DATA ->
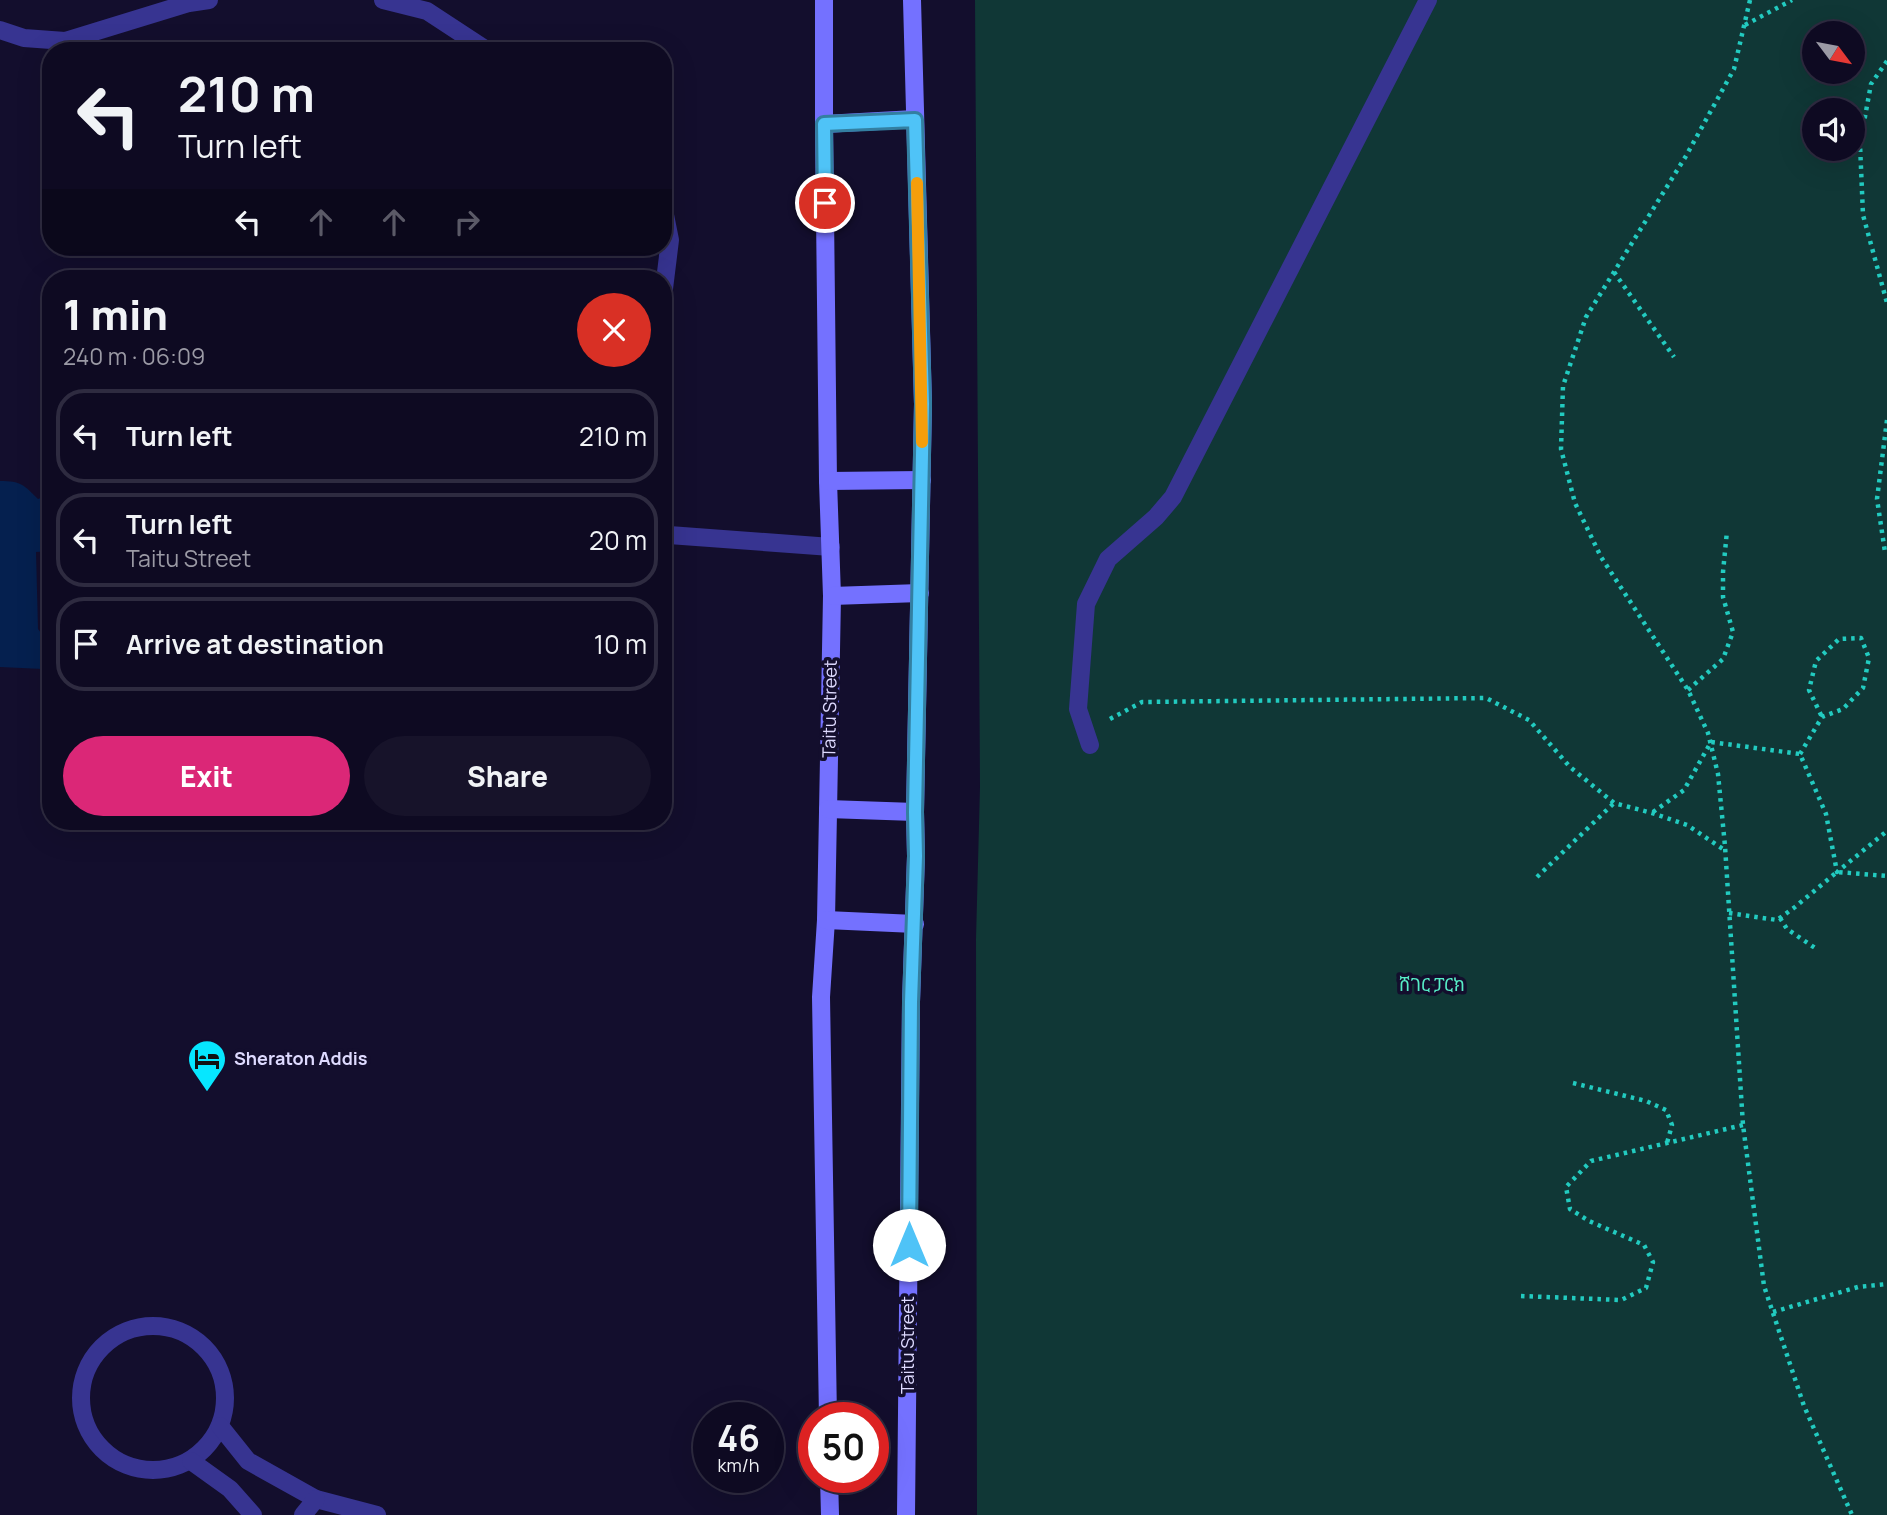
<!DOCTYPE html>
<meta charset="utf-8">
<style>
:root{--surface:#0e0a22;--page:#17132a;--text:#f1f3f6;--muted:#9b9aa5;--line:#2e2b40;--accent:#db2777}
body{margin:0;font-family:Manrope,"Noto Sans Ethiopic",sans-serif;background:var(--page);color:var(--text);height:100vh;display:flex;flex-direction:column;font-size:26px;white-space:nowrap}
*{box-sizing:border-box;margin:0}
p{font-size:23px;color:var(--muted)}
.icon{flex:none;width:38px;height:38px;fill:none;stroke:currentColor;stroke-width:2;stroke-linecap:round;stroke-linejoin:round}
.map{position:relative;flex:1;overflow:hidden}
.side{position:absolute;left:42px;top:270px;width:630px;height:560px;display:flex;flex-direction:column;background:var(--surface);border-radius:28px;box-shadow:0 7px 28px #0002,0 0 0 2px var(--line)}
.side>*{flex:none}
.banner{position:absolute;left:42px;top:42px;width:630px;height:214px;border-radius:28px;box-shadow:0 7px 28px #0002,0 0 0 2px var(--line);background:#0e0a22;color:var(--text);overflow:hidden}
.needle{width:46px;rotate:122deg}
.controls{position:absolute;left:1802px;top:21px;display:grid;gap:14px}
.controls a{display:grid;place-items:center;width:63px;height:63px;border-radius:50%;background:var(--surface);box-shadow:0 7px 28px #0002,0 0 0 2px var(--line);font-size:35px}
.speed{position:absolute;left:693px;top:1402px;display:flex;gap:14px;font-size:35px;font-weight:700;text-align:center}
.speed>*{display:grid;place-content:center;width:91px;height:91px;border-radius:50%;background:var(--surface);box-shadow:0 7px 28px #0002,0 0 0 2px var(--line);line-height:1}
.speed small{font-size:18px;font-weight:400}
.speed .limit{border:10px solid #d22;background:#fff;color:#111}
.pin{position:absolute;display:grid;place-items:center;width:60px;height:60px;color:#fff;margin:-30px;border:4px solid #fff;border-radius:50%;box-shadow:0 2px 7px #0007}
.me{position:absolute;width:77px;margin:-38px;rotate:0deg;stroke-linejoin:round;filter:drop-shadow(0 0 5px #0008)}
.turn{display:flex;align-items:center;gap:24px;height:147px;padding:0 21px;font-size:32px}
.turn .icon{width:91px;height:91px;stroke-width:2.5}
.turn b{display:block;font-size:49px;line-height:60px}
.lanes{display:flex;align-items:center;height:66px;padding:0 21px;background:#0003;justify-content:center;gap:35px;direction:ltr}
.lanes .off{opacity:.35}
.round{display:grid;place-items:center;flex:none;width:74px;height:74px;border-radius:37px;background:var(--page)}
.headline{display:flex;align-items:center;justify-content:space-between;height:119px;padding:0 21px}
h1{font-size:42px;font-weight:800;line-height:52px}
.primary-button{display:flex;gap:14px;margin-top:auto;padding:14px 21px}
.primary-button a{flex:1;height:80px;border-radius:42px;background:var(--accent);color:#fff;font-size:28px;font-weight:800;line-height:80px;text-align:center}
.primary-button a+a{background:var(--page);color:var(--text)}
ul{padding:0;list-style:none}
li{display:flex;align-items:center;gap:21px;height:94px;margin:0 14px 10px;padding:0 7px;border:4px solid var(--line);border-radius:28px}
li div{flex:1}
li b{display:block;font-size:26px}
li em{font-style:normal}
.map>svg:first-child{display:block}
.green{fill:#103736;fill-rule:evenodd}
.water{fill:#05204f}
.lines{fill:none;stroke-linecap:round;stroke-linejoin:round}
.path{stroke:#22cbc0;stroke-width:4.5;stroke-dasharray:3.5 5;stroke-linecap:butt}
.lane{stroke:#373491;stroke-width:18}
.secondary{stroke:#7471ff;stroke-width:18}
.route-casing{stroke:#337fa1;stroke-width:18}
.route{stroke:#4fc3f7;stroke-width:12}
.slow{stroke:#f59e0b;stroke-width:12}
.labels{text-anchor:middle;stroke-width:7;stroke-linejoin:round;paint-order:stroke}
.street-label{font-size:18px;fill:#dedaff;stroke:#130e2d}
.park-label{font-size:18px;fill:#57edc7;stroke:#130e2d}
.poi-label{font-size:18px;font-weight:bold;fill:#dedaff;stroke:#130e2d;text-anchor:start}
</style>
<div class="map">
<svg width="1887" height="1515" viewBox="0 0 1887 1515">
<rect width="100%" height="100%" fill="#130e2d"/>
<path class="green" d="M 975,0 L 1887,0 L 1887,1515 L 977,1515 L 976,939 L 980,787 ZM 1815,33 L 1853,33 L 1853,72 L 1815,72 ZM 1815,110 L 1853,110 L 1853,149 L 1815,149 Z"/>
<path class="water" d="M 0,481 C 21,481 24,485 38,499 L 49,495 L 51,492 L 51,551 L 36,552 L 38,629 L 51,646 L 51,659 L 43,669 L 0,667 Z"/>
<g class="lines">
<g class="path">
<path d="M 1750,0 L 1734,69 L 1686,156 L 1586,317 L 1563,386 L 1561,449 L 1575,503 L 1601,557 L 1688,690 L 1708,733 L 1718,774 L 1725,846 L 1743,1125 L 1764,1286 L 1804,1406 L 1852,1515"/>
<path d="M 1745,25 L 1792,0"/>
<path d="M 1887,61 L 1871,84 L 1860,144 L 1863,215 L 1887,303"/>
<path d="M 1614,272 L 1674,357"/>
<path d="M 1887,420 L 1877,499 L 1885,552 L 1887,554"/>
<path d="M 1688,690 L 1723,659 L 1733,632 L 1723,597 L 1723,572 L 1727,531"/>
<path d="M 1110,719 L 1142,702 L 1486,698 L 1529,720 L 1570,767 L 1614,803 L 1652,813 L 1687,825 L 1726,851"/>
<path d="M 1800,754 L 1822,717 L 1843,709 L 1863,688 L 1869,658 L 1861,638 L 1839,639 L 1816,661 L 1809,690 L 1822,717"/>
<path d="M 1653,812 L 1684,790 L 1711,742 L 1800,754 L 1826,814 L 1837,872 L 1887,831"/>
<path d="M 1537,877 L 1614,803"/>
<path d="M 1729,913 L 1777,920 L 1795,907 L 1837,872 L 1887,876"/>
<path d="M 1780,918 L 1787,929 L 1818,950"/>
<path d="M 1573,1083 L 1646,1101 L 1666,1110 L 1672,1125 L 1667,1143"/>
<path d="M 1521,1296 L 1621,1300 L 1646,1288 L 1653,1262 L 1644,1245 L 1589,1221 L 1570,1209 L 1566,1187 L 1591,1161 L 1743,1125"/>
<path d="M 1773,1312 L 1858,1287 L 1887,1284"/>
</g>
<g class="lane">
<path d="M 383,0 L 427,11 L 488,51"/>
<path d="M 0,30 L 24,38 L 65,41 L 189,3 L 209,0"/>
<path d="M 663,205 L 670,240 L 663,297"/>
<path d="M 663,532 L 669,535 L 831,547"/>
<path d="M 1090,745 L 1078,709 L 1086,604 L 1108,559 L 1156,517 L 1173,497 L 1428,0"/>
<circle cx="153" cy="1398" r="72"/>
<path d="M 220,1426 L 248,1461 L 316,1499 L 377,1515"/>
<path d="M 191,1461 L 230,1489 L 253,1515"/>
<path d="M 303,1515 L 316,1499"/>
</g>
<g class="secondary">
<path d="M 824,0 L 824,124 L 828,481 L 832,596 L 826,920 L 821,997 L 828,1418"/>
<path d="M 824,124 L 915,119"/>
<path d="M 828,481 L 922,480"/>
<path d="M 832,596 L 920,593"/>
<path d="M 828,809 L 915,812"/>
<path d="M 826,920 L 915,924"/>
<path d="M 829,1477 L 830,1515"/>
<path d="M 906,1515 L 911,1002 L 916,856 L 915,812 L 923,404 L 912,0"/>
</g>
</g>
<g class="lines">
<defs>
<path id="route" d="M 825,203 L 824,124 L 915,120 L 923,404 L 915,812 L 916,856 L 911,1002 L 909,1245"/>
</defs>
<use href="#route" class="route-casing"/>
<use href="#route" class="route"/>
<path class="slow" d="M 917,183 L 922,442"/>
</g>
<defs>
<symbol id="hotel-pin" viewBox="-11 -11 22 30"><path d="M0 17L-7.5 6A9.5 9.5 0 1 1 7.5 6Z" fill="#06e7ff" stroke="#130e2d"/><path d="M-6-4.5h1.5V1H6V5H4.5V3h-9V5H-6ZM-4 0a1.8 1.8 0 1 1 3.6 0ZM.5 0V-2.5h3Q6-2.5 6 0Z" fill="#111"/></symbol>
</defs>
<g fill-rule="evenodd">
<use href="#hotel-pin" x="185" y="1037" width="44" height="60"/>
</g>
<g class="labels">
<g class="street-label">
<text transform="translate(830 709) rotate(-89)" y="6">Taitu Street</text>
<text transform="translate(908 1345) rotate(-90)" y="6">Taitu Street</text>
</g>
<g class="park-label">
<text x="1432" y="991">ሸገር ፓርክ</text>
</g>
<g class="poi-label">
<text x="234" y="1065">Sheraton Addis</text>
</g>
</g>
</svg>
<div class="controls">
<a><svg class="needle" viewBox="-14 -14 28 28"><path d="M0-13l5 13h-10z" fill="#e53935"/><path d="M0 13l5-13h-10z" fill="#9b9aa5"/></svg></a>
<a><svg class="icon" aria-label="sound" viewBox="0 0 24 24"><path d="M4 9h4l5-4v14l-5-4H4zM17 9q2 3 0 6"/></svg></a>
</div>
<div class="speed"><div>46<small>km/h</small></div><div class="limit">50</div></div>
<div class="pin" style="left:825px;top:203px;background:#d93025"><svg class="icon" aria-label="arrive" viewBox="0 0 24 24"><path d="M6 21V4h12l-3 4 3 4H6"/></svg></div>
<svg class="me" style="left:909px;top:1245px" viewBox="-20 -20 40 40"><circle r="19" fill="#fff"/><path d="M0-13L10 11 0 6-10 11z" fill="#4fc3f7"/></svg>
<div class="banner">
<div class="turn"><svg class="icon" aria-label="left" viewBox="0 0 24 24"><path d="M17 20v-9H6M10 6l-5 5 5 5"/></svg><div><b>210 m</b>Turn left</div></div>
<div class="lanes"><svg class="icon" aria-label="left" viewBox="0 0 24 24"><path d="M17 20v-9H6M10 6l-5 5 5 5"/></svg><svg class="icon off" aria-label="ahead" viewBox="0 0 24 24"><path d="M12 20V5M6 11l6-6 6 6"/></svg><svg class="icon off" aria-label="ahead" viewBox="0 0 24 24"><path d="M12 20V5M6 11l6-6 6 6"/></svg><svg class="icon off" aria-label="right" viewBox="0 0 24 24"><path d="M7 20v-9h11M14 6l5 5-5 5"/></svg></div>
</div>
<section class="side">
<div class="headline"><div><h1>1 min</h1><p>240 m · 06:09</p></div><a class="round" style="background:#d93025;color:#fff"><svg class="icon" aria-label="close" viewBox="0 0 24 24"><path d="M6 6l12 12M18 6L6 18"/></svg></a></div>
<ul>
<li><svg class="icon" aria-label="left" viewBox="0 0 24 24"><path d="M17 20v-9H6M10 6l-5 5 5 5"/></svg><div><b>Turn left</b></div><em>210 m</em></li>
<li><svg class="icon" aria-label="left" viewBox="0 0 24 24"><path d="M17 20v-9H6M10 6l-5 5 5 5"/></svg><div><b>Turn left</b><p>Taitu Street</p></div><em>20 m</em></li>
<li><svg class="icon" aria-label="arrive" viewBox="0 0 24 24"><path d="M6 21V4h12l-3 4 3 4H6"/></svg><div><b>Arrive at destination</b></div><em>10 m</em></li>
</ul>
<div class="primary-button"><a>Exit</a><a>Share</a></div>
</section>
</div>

WHAT YOU SHOULD DO -> Identify every line above with the string "controls" in it. Copy those lines.

RESPONSE AREA ->
.controls{position:absolute;left:1802px;top:21px;display:grid;gap:14px}
.controls a{display:grid;place-items:center;width:63px;height:63px;border-radius:50%;background:var(--surface);box-shadow:0 7px 28px #0002,0 0 0 2px var(--line);font-size:35px}
<div class="controls">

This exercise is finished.